There are some good things about choosing to go out of one's way sometimes as long as basic boundaries are maintained. When reasonable boundaries aren't maintained there is (? by definition) some degree of pathological underlay.

Specializes in ER.

One thing staff would do with Edna (she was a favorite of many), was to spend their lunch break with her. It was a 60 bed nursing home in a small, rural area where Edna had lived her whole life. She was an O2 dependent lady in her 80s with Parkinson's. She could barely walk with a walker. But her personality and mind were totally vibrant and engaged.

She knew a lot of interesting things about people around town, plus she like to keep up on the nursing home gossip. It was just really fun to hang out with her because she was so likable and enjoyed people.

After my husband died I took time off and my little girls and I would go visit her. It was back before the internet and we had a fax machine. They would draw pictures and my older daughter would narrate short letter. We would fax it to her and she would get them at the nursing home. I also got to know her daughter who had moved back to the area after a divorce and taught in the local schools.

She died during my time away from the nursing home, we went to the funeral, and I kept in touch with her daughter and younger sister because it was a small-town and I would run into them at church and at the gas station her younger sister and family owned.

The thing is though, nobody had extra time to spend with Edna in the middle of the busy shift. We might linger a little bit while giving her care, but I don't remember anything crossing the boundaries that you are describing.

I definitely think you need to dial it back. Like someone said, pop your head in now and then. I don't see anything wrong with spending some of your lunch time visiting with this gal. I do think that the foot soak thing is over the top.

Specializes in Rehab/Nurse Manager.
10 hours ago, sevensonnets said:

Well, you shouldn't be surprised when you are accused of abandonment for neglecting your assigned patients and of a gross HIPAA violation for inserting yourself into the care of a patient to whom you are not assigned. What you are doing is both abnormal and unprofessional and I hope you will seek help to work though your obsession with this patient before you lose your nursing license and your job.

Shoot, and that is the last thing that I am wanting. Thanks for your thoughts.
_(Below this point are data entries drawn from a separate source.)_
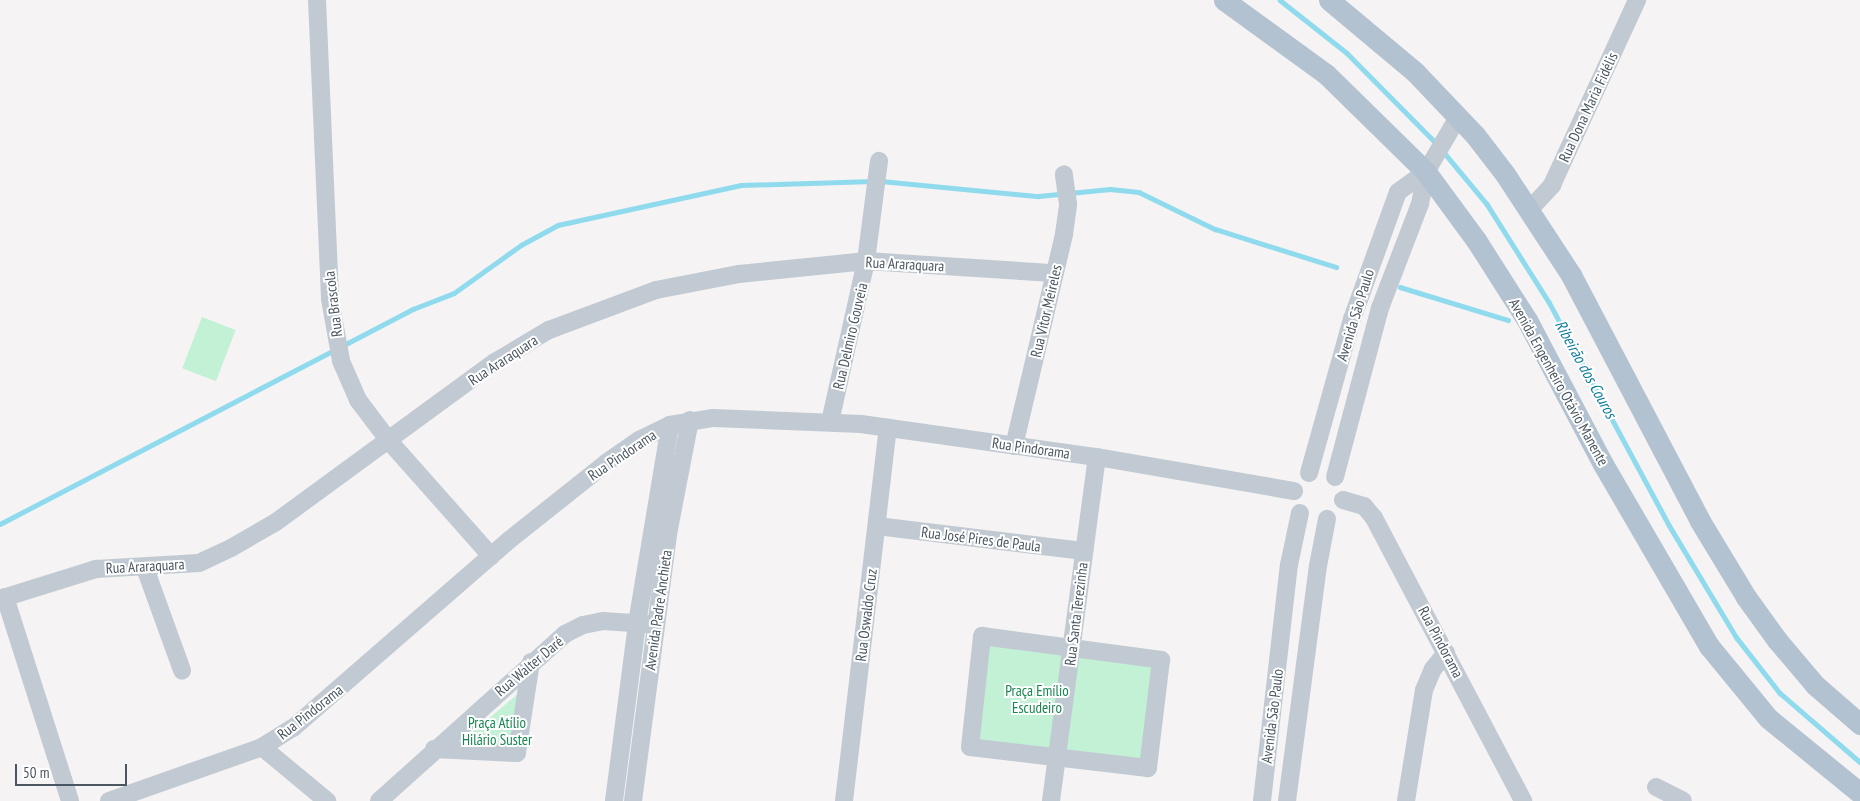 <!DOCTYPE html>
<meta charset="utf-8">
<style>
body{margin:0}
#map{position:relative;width:1860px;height:801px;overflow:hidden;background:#f5f3f3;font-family:"PT Sans Narrow",sans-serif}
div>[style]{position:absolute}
.green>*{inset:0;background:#c3f1d5;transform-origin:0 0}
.stream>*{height:4.5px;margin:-2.25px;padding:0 2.25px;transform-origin:2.25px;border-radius:2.25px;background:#90daee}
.minor>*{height:18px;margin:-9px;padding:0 9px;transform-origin:9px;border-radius:9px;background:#c1cad2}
.major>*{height:21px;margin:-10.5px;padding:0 10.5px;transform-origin:10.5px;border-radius:10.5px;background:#b3c2d1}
span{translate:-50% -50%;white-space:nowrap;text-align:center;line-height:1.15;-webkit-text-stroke:4px #fff;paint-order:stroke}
.street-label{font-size:15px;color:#4a5661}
.park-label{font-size:15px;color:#17864f}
.water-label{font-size:16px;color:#0c7c9b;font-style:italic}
.scale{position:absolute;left:15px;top:764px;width:112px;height:22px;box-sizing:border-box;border:2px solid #4a5661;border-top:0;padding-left:6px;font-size:15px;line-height:18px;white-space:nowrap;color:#4a5661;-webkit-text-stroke:4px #fff;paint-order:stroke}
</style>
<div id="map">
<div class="green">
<div style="left:202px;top:317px;width:36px;height:55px;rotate:21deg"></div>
<div style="left:988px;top:640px;width:169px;height:101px;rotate:9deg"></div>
<div style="clip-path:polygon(519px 693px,511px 749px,461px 742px)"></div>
</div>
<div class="stream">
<div style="left:1280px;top:0;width:85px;rotate:38.3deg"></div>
<div style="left:1347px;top:53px;width:128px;rotate:45.3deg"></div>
<div style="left:1442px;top:150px;width:70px;rotate:50.2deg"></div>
<div style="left:1487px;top:204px;width:116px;rotate:57.7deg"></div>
<div style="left:1549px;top:302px;width:253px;rotate:61.7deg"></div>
<div style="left:1669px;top:525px;width:132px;rotate:59deg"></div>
<div style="left:1737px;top:638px;width:70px;rotate:52deg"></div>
<div style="left:1780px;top:693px;width:106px;rotate:40.8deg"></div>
<div style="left:881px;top:181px;width:158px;rotate:5.5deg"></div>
<div style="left:1038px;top:196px;width:24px;rotate:-5deg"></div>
<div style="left:1070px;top:193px;width:40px;rotate:-5.7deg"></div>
<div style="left:1110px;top:189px;width:29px;rotate:6deg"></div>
<div style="left:1139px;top:192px;width:85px;rotate:26deg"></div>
<div style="left:1215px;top:229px;width:127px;rotate:17.4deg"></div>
<div style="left:1400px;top:287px;width:113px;rotate:17deg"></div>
<div style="left:342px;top:346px;width:80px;rotate:-27.5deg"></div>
<div style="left:413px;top:309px;width:44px;rotate:-21.3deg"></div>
<div style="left:454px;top:293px;width:82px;rotate:-35.6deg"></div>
<div style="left:521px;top:245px;width:42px;rotate:-28.4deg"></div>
<div style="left:558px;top:225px;width:187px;rotate:-12.3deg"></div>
<div style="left:741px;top:185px;width:132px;rotate:-1.7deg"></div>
<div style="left:0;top:524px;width:379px;rotate:-27.5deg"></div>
</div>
<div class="minor">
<div style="left:317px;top:0;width:299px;rotate:87.5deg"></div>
<div style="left:330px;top:299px;width:63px;rotate:79.9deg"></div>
<div style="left:341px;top:361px;width:43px;rotate:66.4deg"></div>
<div style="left:358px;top:400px;width:51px;rotate:52.9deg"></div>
<div style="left:389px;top:441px;width:154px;rotate:48.4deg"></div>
<div style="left:1530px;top:209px;width:33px;rotate:-47deg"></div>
<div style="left:1552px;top:185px;width:204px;rotate:-65.3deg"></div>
<div style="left:830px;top:422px;width:165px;rotate:-77.4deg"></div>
<div style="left:866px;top:261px;width:101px;rotate:-82.6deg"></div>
<div style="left:1014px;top:446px;width:218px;rotate:-76.7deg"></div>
<div style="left:1064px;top:234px;width:30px;rotate:-82deg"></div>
<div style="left:1068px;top:204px;width:30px;rotate:-98deg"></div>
<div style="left:1309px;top:473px;width:160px;rotate:-74.4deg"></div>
<div style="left:1352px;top:319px;width:135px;rotate:-70.1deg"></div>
<div style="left:1398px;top:192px;width:34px;rotate:-36deg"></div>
<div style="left:1335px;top:477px;width:175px;rotate:-75.1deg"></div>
<div style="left:1380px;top:308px;width:111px;rotate:-69deg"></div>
<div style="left:1420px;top:204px;width:33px;rotate:-79deg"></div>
<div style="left:1426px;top:172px;width:64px;rotate:-59.8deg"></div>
<div style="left:1343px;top:500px;width:22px;rotate:16deg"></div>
<div style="left:1364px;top:506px;width:16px;rotate:50deg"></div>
<div style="left:1374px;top:518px;width:320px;rotate:62.2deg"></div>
<div style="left:877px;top:526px;width:209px;rotate:6.9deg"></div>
<div style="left:145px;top:568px;width:109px;rotate:70.1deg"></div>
<div style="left:5px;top:597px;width:214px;rotate:72.3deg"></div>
<div style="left:0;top:599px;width:101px;rotate:-17.4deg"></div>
<div style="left:96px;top:569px;width:103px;rotate:-3.3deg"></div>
<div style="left:199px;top:563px;width:35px;rotate:-25deg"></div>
<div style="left:231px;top:548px;width:52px;rotate:-30deg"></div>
<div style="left:276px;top:522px;width:271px;rotate:-36.2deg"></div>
<div style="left:495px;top:362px;width:63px;rotate:-30.7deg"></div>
<div style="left:549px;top:330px;width:114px;rotate:-20.5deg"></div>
<div style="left:656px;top:290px;width:85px;rotate:-10.9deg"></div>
<div style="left:739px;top:274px;width:128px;rotate:-5.8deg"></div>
<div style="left:866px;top:261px;width:188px;rotate:3.7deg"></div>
<div style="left:982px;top:636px;width:181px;rotate:7.6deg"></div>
<div style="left:1161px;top:660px;width:109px;rotate:96.9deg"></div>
<div style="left:1148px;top:768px;width:179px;rotate:-173.3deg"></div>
<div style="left:970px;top:747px;width:112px;rotate:-83.8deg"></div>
<div style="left:262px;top:747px;width:85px;rotate:39.7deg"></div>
<div style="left:434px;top:749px;width:83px;rotate:2.8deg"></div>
<div style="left:517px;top:753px;width:92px;rotate:-81.3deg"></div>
<div style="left:1656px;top:787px;width:30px;rotate:27deg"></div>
<div style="left:109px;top:801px;width:162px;rotate:-19.4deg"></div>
<div style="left:262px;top:747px;width:36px;rotate:-32deg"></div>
<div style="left:293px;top:728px;width:285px;rotate:-41deg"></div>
<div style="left:508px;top:541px;width:125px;rotate:-38.5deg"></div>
<div style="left:606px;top:463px;width:40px;rotate:-34.9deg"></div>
<div style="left:639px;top:440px;width:34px;rotate:-26deg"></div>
<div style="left:670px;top:425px;width:44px;rotate:-9.2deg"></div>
<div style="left:713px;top:418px;width:148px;rotate:2.3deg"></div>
<div style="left:861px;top:424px;width:238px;rotate:8deg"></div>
<div style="left:1097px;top:457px;width:200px;rotate:9.8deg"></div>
<div style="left:379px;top:801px;width:250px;rotate:-41.9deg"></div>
<div style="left:565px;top:634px;width:20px;rotate:-27deg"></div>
<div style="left:583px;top:625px;width:20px;rotate:-11deg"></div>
<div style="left:603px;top:621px;width:44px;rotate:3.9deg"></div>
<div style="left:614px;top:801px;width:179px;rotate:-82.6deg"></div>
<div style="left:637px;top:623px;width:201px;rotate:-80.5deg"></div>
<div style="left:633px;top:801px;width:274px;rotate:-82.5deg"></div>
<div style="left:669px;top:529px;width:111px;rotate:-79.1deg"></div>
<div style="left:844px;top:801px;width:376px;rotate:-83.3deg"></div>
<div style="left:1051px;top:801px;width:347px;rotate:-82.4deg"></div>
<div style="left:1262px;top:801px;width:238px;rotate:-83.5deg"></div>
<div style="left:1289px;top:565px;width:53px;rotate:-78.1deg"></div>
<div style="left:1287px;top:801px;width:237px;rotate:-82.5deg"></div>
<div style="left:1318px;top:566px;width:48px;rotate:-79.2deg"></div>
<div style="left:1406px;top:801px;width:112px;rotate:-80.8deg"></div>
<div style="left:1424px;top:690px;width:23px;rotate:-67deg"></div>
<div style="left:1433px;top:669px;width:21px;rotate:-51deg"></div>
</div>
<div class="major">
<div style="left:1224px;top:0;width:126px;rotate:36deg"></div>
<div style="left:1326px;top:74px;width:140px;rotate:44.4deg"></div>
<div style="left:1426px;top:172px;width:84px;rotate:53.7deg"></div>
<div style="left:1476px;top:240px;width:95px;rotate:57.5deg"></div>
<div style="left:1527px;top:320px;width:163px;rotate:62.2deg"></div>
<div style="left:1603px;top:464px;width:211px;rotate:59.8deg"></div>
<div style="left:1709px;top:646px;width:93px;rotate:50.7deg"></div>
<div style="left:1768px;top:718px;width:119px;rotate:39.2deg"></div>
<div style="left:1329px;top:0;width:112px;rotate:39.9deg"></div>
<div style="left:1415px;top:72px;width:87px;rotate:46.4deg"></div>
<div style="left:1475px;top:135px;width:49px;rotate:52.4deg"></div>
<div style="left:1505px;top:174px;width:121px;rotate:56.8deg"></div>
<div style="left:1571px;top:275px;width:278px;rotate:62.3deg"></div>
<div style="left:1700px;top:521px;width:89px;rotate:58.8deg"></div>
<div style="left:1746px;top:597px;width:53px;rotate:54.2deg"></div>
<div style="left:1777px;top:640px;width:59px;rotate:49.8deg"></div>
<div style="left:1815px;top:685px;width:60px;rotate:40.9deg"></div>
</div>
<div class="street-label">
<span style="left:1588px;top:107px;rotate:-65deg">Rua Dona Maria Fidélis</span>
<span style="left:905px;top:264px;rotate:3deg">Rua Araraquara</span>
<span style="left:333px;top:304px;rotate:-97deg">Rua Brascola</span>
<span style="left:1046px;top:311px;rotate:-77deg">Rua Vitor Meireles</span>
<span style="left:1355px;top:315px;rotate:-73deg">Avenida São Paulo</span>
<span style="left:850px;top:336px;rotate:-77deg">Rua Delmiro Gouveia</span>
<span style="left:503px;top:360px;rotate:-33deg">Rua Araraquara</span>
<span style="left:1559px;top:382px;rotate:61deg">Avenida Engenheiro Otávio Manente</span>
<span style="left:1031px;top:448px;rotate:8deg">Rua Pindorama</span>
<span style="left:622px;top:455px;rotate:-34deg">Rua Pindorama</span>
<span style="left:981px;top:539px;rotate:7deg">Rua José Pires de Paula</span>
<span style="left:145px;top:566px;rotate:-3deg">Rua Araraquara</span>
<span style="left:658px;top:610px;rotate:-82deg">Avenida Padre Anchieta</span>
<span style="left:1076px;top:614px;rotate:-83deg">Rua Santa Terezinha</span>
<span style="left:866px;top:615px;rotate:-83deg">Rua Oswaldo Cruz</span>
<span style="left:1441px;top:642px;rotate:62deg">Rua Pindorama</span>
<span style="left:529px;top:666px;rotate:-40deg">Rua Walter Daré</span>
<span style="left:310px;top:712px;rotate:-38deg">Rua Pindorama</span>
<span style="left:1272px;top:716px;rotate:-83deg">Avenida São Paulo</span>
</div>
<div class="park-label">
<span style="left:1037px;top:699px">Praça Emílio<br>Escudeiro</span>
<span style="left:497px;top:731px">Praça Atílio<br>Hilário Suster</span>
</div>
<div class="water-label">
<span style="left:1586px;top:369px;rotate:61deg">Ribeirão dos Couros</span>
</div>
<div class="scale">50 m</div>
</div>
6 hours ago, TriciaJ said:

Yes, this. This is why I advocate for speaking with your manager. Just in case someone has already reported your behaviour, it would be a good idea to get ahead of it.

If someone being appreciative and calling you an angel is all it takes to throw away all professional boundaries, something is missing in your life. You work at your job to pay the rent and buy groceries. Your emotional needs should be met outside of work. It may take a bit of soul-searching to figure out what to do about the missing pieces in your life.

Hmm, okay. It probably would be best if it came from me rather than someone else and/or before it becomes out of control. Not to mention the fact that other residents are capable of showing appreciation as well, not just this one.